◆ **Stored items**
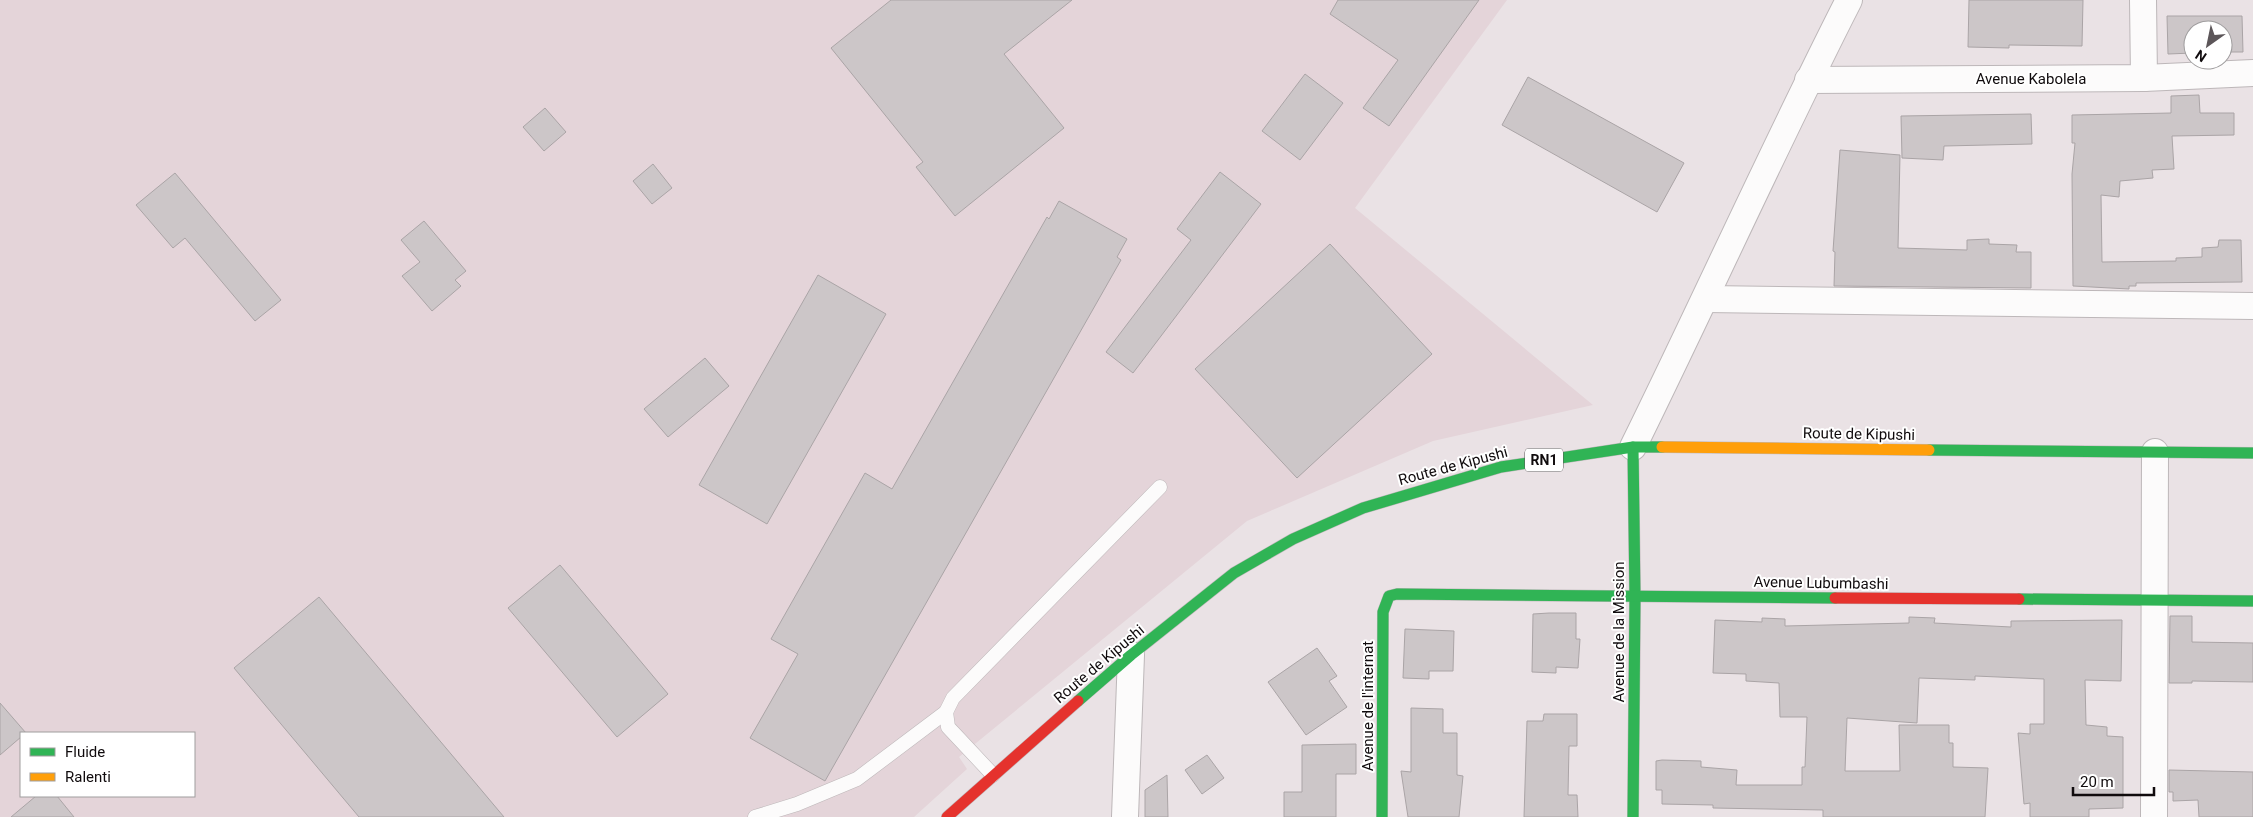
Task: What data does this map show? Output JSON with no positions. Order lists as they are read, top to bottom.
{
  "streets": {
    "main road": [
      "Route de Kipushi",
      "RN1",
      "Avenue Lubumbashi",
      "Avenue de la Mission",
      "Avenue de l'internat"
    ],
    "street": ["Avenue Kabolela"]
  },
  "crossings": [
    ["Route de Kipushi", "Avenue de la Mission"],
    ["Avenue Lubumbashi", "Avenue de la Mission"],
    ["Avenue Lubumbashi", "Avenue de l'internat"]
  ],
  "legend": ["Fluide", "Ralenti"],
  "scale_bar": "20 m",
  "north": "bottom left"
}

◆ **Instructions to follow**
The expected output is every line of the data, unchanged, with the pictures skipped.

◆ **Answer to this exercise**
Task: What data does this map show? Output JSON with no positions. Order lists as they are read, top to bottom.
{
  "streets": {
    "main road": [
      "Route de Kipushi",
      "RN1",
      "Avenue Lubumbashi",
      "Avenue de la Mission",
      "Avenue de l'internat"
    ],
    "street": ["Avenue Kabolela"]
  },
  "crossings": [
    ["Route de Kipushi", "Avenue de la Mission"],
    ["Avenue Lubumbashi", "Avenue de la Mission"],
    ["Avenue Lubumbashi", "Avenue de l'internat"]
  ],
  "legend": ["Fluide", "Ralenti"],
  "scale_bar": "20 m",
  "north": "bottom left"
}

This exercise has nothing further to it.